(Collected data)

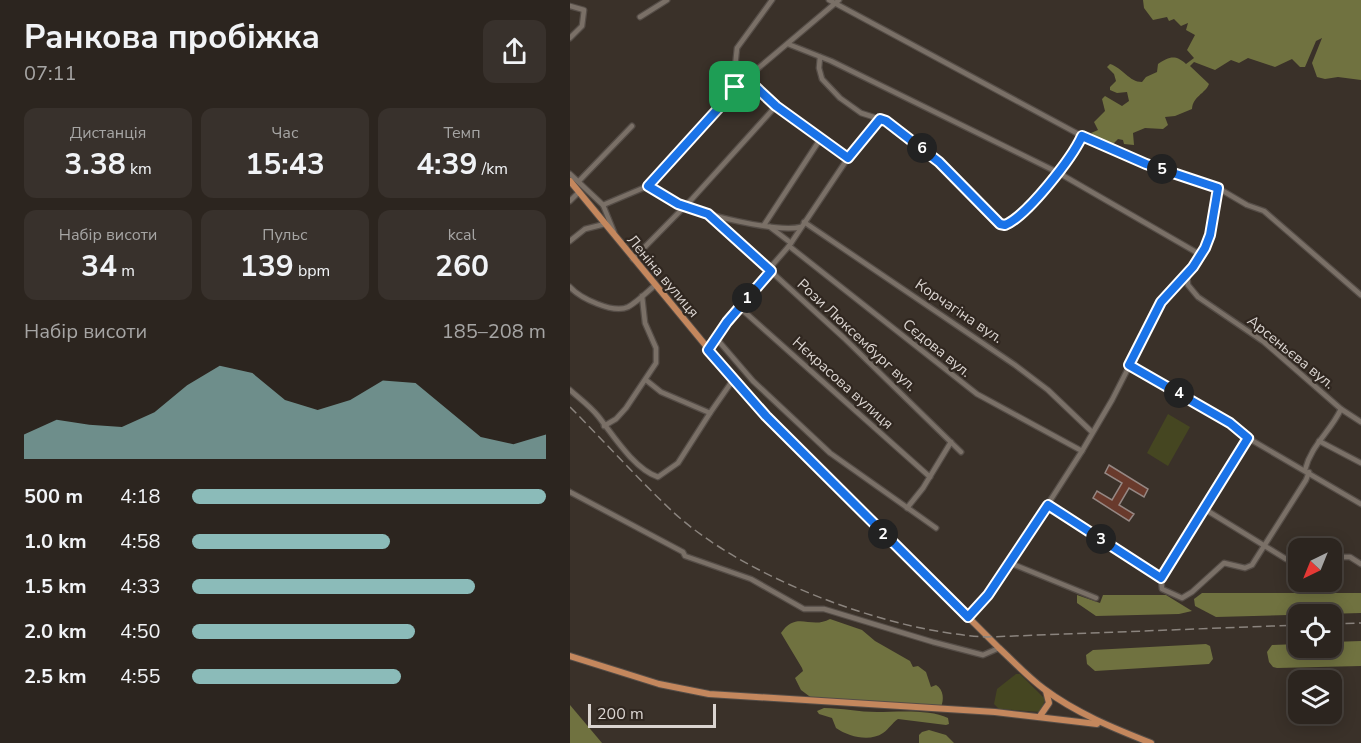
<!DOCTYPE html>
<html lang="uk">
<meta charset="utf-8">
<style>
:root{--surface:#2c251f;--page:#38312c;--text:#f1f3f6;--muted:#a6a5a4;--line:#48423d;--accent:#8bbbb9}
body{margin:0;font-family:"Nunito Sans",sans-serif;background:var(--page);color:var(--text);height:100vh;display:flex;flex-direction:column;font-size:22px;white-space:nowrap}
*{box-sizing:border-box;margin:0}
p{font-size:20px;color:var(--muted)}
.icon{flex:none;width:33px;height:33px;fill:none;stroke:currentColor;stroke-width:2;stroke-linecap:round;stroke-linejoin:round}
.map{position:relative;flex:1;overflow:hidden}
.sheet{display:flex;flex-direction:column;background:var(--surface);width:570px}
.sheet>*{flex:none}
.needle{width:39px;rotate:223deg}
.tools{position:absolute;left:718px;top:538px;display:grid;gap:12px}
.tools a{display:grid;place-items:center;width:54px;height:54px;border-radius:12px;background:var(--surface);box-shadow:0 3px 15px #0003,0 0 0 2px var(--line);font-size:30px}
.scale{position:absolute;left:18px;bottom:15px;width:128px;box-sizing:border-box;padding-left:6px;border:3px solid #dad4d0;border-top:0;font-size:16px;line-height:21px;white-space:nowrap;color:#dad4d0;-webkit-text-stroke:4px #302720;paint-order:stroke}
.pin{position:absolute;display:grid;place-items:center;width:51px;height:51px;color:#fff;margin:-26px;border-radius:12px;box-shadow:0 3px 9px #0006}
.km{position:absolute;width:30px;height:30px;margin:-15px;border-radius:50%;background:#222;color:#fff;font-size:16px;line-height:30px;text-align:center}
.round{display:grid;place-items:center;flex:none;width:63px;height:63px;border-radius:12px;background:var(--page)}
.summary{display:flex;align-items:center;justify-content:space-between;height:102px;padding:0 24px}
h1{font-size:33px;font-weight:700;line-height:45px}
.stats{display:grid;grid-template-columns:repeat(3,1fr);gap:9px;height:102px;padding:6px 24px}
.stats div{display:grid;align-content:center;border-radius:12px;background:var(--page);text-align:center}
.stats b{font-size:30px;font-weight:700}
.stats small{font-size:16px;font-weight:400}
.stats p{font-size:16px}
.chart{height:168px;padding:12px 24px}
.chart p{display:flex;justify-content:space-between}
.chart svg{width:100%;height:108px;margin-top:6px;fill:var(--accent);opacity:.7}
ul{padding:0 24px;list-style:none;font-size:20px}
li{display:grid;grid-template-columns:96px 72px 1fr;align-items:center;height:45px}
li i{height:15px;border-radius:8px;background:var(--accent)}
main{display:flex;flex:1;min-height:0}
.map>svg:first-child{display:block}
.green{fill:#454621}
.forest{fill:#707240}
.building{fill:#693a2c;stroke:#958783;stroke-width:1.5}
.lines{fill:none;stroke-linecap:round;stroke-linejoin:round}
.minor-casing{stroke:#554d47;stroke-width:7}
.major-casing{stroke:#554d47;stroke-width:8}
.minor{stroke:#7a7067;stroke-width:4.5}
.major{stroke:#c4875d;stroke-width:6}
.rail{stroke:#8b847e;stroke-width:1.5;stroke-dasharray:9 4.5;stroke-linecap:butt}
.route-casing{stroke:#fff;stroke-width:12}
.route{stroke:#1a73e8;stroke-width:8}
.labels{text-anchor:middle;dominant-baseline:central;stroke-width:4.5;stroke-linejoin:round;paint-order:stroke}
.street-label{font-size:15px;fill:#dad4d0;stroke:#302720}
</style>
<main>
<section class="sheet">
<div class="summary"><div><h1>Ранкова пробіжка</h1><p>07:11</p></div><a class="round"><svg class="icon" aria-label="share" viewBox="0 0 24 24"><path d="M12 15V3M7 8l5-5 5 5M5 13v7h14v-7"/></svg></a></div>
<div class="stats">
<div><p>Дистанція</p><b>3.38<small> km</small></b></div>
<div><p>Час</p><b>15:43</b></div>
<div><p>Темп</p><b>4:39<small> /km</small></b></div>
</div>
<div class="stats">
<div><p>Набір висоти</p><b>34<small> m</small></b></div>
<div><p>Пульс</p><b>139<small> bpm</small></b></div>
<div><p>kcal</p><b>260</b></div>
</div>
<div class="chart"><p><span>Набір висоти</span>185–208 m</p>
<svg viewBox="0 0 160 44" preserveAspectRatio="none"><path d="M0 44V34L10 28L20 30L30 31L40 25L50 14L60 6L70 9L80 20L90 24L100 20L110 12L120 13L130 24L140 35L150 38L160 34V44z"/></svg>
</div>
<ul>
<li><b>500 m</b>4:18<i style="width:100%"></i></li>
<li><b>1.0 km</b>4:58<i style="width:56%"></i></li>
<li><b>1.5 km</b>4:33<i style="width:80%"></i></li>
<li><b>2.0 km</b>4:50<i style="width:63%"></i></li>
<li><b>2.5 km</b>4:55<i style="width:59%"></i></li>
</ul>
</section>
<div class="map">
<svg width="791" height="743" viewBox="0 0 791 743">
<rect width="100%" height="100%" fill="#3a3129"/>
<g class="green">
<path d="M598,414l22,13 -22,39 -21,-13z"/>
<path d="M446,674h4l25,25 -4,13 -42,-3 -5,-5 3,-15z"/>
</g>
<g class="forest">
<path d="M573,0h218v80l-23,-3 -13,2 -8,-2 -5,-14 10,-25 -6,3 -11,26h-5l-8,-8 -17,8 -27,-9 -9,5 -8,-3 -16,10 -21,-8 -4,4 19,18c-4,10 -16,12 -17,25l-17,7 -10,1 3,8 -5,4 -18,-1 -12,5 1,12 -10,-1 -1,-4 -5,-1 -5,5 -6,-3 -6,1 -10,-9 7,-3 -4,-8 11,-11 -3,-12 3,-3 17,10 7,-5 -2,-9 -10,1 -7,-3v-3l6,-6 -2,-7 -7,-7 3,-3c13,4 19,18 32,18l4,-5 11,-5 1,-8c11,-7 17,-10 28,0l8,-6 -7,-8 8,-15 -9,-5 2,-7 -7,3 -7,-7 -5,2 -2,-4 -14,3 -9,-12z"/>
<path d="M632,593h159v20l-145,4 -21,-11 -1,-7z"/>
<path d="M507,595l23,8 3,-8h63l26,16 -13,3 -83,2 -19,-13z"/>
<path d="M260,619l32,11 13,11 35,20 3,6 5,-1 8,6 5,15 5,-2c8,5 8,15 5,22l-128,-8 -12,-9 -6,-12 8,-7 -1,-3 -21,-35c16,-23 29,-3 49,-14z"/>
<path d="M791,641v25l-84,2 -4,-1 -4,-5 -2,-10 5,-7 27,-1v4h33v-6z"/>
<path d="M636,644l4,2 3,13 -4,5 -114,7 -8,-7 -1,-9 7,-5z"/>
<path d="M0,705l32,38h-32z"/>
<path d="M254,708c18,0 35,4 53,4 20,0 53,-3 71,6l1,6 -3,1 -48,-6c-6,4 -9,10 -15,14 -13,9 -34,4 -47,-5l-4,-10 -13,-4 -2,-3z"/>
<path d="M359,730l17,5 8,8h-35v-8l3,-3z"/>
</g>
<path class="building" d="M539,465l39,24 -4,8 -15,-9 -10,17 15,9 -5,7 -36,-23 4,-7 15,9 10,-17 -17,-10z"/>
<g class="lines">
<defs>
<g id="minor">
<path d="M202,0l-35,48 -2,19 41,39 72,52"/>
<path d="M259,0l253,136 64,28 72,24 29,17 17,6 97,84"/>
<path d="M0,6l14,4 -2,16 -12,12"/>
<path d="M70,17l27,-17"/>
<path d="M218,44l43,17 226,111 144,83"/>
<path d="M250,57l-1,11 3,11 18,19 21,15 25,8 19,13 34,28 62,61 4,2c21,-8 67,-68 77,-89"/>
<path d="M0,174l33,31 11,27"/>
<path d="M9,181l53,-55"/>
<path d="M78,186c9,6 18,13 28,17 25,11 100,30 125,24"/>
<path d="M0,201l9,-9"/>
<path d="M33,205l45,-19 88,-99 103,-87"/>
<path d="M138,214l136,124 117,114"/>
<path d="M234,222l211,143 33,25 44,42"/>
<path d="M194,225l57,-87"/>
<path d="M200,227l21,16"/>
<path d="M0,241l15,-12 20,-5"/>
<path d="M219,246l188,148 105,57"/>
<path d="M63,259l59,-60 84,-93"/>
<path d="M199,269l20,-23 59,-88 32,-38"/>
<path d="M617,274l1,11 10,12 66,45 77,67 20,13"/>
<path d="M0,287c10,11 43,27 58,20 9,-5 18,-14 26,-21"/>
<path d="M169,307l191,170"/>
<path d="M146,338l37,43 77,72 106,75"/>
<path d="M138,349l19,-27 44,-51"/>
<path d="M559,365l101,58 18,15 113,66"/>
<path d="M0,390c10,9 20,16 28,26 15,19 36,53 60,61l20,-14 32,-50 -49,-21 -15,-12"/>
<path d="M140,413l23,-33"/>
<path d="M34,426l12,-7 10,-11 30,-45v-15l-11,-25 -3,-27"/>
<path d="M749,441l42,22"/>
<path d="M735,470c6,-25 26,-39 36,-61"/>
<path d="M0,492l113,60 2,4 66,23 53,30h20l109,33 50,13 16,-7"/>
<path d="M479,505l112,73 1,11 20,9 10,-6 32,-29 21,5 7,-3 54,-85 3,-8"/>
<path d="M337,508l16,-20 28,-46"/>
<path d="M633,508l83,51 13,2"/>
<path d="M762,557h18l11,7"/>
<path d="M440,563l86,35"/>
<path d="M591,578l87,-140"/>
<path d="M398,617l20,-22 17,-24 77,-120 30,-51 50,-98 31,-35 12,-19 5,-13 8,-47"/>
</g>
<g id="major">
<path d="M0,181l179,217 250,250c15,14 29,29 45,41 32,24 69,39 107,54"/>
<path d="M0,656l89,28 50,10 286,18 102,12"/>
<path d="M470,716l9,-13 -3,-12"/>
</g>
</defs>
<use href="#minor" class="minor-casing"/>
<use href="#major" class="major-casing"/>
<use href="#minor" class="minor"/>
<use href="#major" class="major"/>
<g class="rail">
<path d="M0,407c34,34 67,71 102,104 72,67 219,122 316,126l311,-12"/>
<path d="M762,624l29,-1"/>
</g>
</g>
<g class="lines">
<defs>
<path id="route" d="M176,78l30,28 72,52 32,-39 6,2 53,41 61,62 5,1c22,-9 67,-67 77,-89l64,28 72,24 -8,47 -5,13 -12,19 -32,35 -32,63 101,58 18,15 -87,140 -113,-73 -60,90 -20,22 -202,-201 -58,-66 19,-28 44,-51 -63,-57 -30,-10 -30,-18z"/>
</defs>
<use href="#route" class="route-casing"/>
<use href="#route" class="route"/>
</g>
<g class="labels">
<g class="street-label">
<text transform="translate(93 276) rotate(50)">Леніна вулиця</text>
<text transform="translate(389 311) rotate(34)">Корчагіна вул.</text>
<text transform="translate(287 335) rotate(43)">Рози Люксембург вул.</text>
<text transform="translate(367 348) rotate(39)">Сєдова вул.</text>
<text transform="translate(721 352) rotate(39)">Арсеньєва вул.</text>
<text transform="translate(273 383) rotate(42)">Нєкрасова вулиця</text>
</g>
</g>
</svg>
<div class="tools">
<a><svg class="needle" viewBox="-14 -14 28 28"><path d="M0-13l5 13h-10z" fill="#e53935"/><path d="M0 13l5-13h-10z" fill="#a6a5a4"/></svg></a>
<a><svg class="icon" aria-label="locate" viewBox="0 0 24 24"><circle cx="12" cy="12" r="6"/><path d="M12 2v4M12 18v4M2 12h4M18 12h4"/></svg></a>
<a><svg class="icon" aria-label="layers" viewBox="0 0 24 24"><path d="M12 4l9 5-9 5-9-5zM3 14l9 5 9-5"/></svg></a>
</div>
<div class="scale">200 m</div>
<div class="pin" style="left:165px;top:87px;background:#1e9e55"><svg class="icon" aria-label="arrive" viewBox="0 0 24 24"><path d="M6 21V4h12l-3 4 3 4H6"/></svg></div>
<b class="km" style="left:177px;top:298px">1</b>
<b class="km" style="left:313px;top:534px">2</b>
<b class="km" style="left:531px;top:539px">3</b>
<b class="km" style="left:609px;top:393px">4</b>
<b class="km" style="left:592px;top:169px">5</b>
<b class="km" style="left:352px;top:148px">6</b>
</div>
</main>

PROBLEM TO WORK ON =
Search the entries for the word "shadow" and pick out every line that holds it.

TASK OUTPUT =
.tools a{display:grid;place-items:center;width:54px;height:54px;border-radius:12px;background:var(--surface);box-shadow:0 3px 15px #0003,0 0 0 2px var(--line);font-size:30px}
.pin{position:absolute;display:grid;place-items:center;width:51px;height:51px;color:#fff;margin:-26px;border-radius:12px;box-shadow:0 3px 9px #0006}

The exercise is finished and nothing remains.